New York's High Court: Lost Profits May Be Recoverable For Breach, Even Where Contracts Preclude Consequential Damages

Many practitioners are quick to label potential claims of lost profits as consequential damages, and draw comfort from (i) contract provisions precluding recovery of consequential damages or, (ii) in the absence of such limitation provisions, challenging legal standards making recovery of such damages difficult. But a recent split decision from New York's highest court serves as a reminder that lost profits can sometimes be general (or direct) damages, and has created uncertainty by expanding the situations in which lost profits will receive that treatment.

In light of the case-specific factual analysis that the New York Court of Appeals undertook in the recent case, Biotronik v. Conor Medsystems Ireland,1 it is unclear how broadly lower courts will interpret this expansion of the law. In the meantime, litigators will need to confront the possibility of much more involved damages disputes in commercial cases, while transactional lawyers may want to encourage their clients to use more explicit language if they seek to preclude recovery of lost profits, especially in agreements governed by New York law. Ignoring these developments may lead to unwelcome surprises.

Consequential Damages – A Primer

The Biotronik decision highlights an often overlooked distinction in New York law, between when consequential damages can be recovered, and what kinds of damages are consequential to begin with. New York's rule on the recovery of consequential damages is set out in a series of cases beginning with Kenford Co. v. County of Erie.2 To recover consequential damages a party must show that damages of the type sought were within the contemplation of the parties at the time of contracting, that the damages were actually caused by the breach, and that the amount of the damages can be shown with reasonable certainty.3

The entire issue of how to go about recovering consequential damages is secondary, however, to the question of whether a particular type of damage is labeled as consequential or general/direct in the first place.
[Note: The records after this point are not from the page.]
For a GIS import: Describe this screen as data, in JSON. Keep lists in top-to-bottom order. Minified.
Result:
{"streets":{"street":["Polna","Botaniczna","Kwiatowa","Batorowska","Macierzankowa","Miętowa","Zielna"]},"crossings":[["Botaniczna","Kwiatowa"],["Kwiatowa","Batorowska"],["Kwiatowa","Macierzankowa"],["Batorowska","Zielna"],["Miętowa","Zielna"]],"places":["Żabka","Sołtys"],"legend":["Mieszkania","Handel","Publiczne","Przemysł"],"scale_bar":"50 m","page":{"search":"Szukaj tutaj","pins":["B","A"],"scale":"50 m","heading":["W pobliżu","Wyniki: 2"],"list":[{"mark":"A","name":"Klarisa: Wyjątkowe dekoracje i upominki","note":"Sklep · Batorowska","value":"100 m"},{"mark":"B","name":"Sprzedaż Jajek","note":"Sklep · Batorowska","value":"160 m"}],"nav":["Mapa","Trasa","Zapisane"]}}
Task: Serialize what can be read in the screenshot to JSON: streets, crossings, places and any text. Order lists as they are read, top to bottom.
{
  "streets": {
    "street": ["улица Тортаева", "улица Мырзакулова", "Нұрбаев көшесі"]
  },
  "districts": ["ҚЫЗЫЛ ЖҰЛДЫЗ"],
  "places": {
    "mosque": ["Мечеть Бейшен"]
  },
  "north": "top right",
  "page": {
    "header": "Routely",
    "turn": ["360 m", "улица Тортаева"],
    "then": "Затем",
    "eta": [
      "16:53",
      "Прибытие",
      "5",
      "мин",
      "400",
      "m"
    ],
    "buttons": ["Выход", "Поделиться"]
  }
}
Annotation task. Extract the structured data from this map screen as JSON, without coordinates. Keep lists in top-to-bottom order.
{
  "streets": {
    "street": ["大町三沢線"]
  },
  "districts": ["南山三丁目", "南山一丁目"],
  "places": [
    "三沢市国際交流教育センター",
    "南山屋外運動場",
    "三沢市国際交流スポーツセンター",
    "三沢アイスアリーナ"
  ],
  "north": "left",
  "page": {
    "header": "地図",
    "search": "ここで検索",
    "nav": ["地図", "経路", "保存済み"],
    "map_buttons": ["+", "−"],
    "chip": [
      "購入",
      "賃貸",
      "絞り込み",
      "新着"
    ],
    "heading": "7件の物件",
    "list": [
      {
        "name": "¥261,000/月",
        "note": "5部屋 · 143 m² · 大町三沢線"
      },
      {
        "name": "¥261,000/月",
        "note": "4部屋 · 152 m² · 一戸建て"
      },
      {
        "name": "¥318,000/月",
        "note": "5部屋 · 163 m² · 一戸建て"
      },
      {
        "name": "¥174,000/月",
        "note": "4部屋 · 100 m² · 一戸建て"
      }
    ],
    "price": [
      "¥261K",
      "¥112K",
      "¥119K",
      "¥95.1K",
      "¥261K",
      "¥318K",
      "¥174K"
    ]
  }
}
The first step is critical since, if damages are considered general/direct, as opposed to consequential, a party could circumvent most limitation-of-liability provisions" entirely, and sidestep challenging standards (as in Kenford) to recover consequential damages in cases where they are not contractually precluded.

Although New York courts have noted that lost profits may be either general or consequential damages, the main focus in...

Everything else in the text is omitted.